AIM OF THE TASK
All of the records must be restated exactly, with every line complete.

Dataset entries:
Segment Open

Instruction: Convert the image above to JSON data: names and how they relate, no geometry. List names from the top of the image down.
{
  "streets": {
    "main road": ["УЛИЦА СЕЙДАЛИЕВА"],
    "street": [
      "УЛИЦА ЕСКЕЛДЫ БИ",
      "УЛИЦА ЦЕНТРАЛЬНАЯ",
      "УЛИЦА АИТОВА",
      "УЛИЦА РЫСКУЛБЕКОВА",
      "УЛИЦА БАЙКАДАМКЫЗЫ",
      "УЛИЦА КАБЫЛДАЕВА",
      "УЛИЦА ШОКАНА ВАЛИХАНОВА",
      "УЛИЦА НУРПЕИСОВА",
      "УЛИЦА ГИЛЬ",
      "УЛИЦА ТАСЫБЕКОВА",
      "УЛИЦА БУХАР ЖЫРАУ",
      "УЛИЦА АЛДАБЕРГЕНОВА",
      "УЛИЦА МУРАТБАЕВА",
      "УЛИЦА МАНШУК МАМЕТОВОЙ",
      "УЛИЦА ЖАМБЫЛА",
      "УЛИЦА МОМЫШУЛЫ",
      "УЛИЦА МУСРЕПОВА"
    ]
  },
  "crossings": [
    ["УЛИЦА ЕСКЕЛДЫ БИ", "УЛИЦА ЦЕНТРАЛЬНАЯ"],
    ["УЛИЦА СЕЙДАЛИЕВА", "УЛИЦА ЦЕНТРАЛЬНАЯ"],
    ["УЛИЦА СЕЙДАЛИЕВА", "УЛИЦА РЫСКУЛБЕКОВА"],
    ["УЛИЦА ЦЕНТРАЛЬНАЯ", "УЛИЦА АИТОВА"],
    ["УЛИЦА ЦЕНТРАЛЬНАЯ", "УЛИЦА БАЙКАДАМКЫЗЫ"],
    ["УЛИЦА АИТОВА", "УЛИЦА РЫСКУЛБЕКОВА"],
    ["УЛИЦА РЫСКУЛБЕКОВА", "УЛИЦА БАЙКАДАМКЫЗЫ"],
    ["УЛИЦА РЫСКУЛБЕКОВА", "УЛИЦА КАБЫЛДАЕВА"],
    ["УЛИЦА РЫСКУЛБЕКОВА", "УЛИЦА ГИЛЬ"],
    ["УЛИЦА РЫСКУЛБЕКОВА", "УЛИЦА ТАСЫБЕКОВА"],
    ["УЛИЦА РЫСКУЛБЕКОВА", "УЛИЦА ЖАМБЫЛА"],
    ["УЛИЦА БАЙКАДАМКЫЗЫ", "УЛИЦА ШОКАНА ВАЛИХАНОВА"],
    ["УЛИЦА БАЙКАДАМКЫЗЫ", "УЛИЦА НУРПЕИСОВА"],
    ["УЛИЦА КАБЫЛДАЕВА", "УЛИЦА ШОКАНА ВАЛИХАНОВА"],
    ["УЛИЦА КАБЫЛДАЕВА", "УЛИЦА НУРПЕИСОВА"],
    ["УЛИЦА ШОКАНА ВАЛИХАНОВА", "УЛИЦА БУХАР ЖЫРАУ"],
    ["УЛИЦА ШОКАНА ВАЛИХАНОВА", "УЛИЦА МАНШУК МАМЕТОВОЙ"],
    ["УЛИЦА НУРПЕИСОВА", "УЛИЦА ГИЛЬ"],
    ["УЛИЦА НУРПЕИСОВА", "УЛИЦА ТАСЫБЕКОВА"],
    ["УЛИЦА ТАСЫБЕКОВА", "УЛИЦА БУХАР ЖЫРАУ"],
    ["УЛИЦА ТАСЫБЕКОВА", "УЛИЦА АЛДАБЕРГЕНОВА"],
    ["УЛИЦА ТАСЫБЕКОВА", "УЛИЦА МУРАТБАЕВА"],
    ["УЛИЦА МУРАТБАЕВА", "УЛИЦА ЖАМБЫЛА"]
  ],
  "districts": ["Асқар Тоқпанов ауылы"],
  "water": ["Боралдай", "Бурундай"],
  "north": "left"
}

Segment Closed

WRITTEN ANSWER
Instruction: Convert the image above to JSON data: names and how they relate, no geometry. List names from the top of the image down.
{
  "streets": {
    "main road": ["УЛИЦА СЕЙДАЛИЕВА"],
    "street": [
      "УЛИЦА ЕСКЕЛДЫ БИ",
      "УЛИЦА ЦЕНТРАЛЬНАЯ",
      "УЛИЦА АИТОВА",
      "УЛИЦА РЫСКУЛБЕКОВА",
      "УЛИЦА БАЙКАДАМКЫЗЫ",
      "УЛИЦА КАБЫЛДАЕВА",
      "УЛИЦА ШОКАНА ВАЛИХАНОВА",
      "УЛИЦА НУРПЕИСОВА",
      "УЛИЦА ГИЛЬ",
      "УЛИЦА ТАСЫБЕКОВА",
      "УЛИЦА БУХАР ЖЫРАУ",
      "УЛИЦА АЛДАБЕРГЕНОВА",
      "УЛИЦА МУРАТБАЕВА",
      "УЛИЦА МАНШУК МАМЕТОВОЙ",
      "УЛИЦА ЖАМБЫЛА",
      "УЛИЦА МОМЫШУЛЫ",
      "УЛИЦА МУСРЕПОВА"
    ]
  },
  "crossings": [
    ["УЛИЦА ЕСКЕЛДЫ БИ", "УЛИЦА ЦЕНТРАЛЬНАЯ"],
    ["УЛИЦА СЕЙДАЛИЕВА", "УЛИЦА ЦЕНТРАЛЬНАЯ"],
    ["УЛИЦА СЕЙДАЛИЕВА", "УЛИЦА РЫСКУЛБЕКОВА"],
    ["УЛИЦА ЦЕНТРАЛЬНАЯ", "УЛИЦА АИТОВА"],
    ["УЛИЦА ЦЕНТРАЛЬНАЯ", "УЛИЦА БАЙКАДАМКЫЗЫ"],
    ["УЛИЦА АИТОВА", "УЛИЦА РЫСКУЛБЕКОВА"],
    ["УЛИЦА РЫСКУЛБЕКОВА", "УЛИЦА БАЙКАДАМКЫЗЫ"],
    ["УЛИЦА РЫСКУЛБЕКОВА", "УЛИЦА КАБЫЛДАЕВА"],
    ["УЛИЦА РЫСКУЛБЕКОВА", "УЛИЦА ГИЛЬ"],
    ["УЛИЦА РЫСКУЛБЕКОВА", "УЛИЦА ТАСЫБЕКОВА"],
    ["УЛИЦА РЫСКУЛБЕКОВА", "УЛИЦА ЖАМБЫЛА"],
    ["УЛИЦА БАЙКАДАМКЫЗЫ", "УЛИЦА ШОКАНА ВАЛИХАНОВА"],
    ["УЛИЦА БАЙКАДАМКЫЗЫ", "УЛИЦА НУРПЕИСОВА"],
    ["УЛИЦА КАБЫЛДАЕВА", "УЛИЦА ШОКАНА ВАЛИХАНОВА"],
    ["УЛИЦА КАБЫЛДАЕВА", "УЛИЦА НУРПЕИСОВА"],
    ["УЛИЦА ШОКАНА ВАЛИХАНОВА", "УЛИЦА БУХАР ЖЫРАУ"],
    ["УЛИЦА ШОКАНА ВАЛИХАНОВА", "УЛИЦА МАНШУК МАМЕТОВОЙ"],
    ["УЛИЦА НУРПЕИСОВА", "УЛИЦА ГИЛЬ"],
    ["УЛИЦА НУРПЕИСОВА", "УЛИЦА ТАСЫБЕКОВА"],
    ["УЛИЦА ТАСЫБЕКОВА", "УЛИЦА БУХАР ЖЫРАУ"],
    ["УЛИЦА ТАСЫБЕКОВА", "УЛИЦА АЛДАБЕРГЕНОВА"],
    ["УЛИЦА ТАСЫБЕКОВА", "УЛИЦА МУРАТБАЕВА"],
    ["УЛИЦА МУРАТБАЕВА", "УЛИЦА ЖАМБЫЛА"]
  ],
  "districts": ["Асқар Тоқпанов ауылы"],
  "water": ["Боралдай", "Бурундай"],
  "north": "left"
}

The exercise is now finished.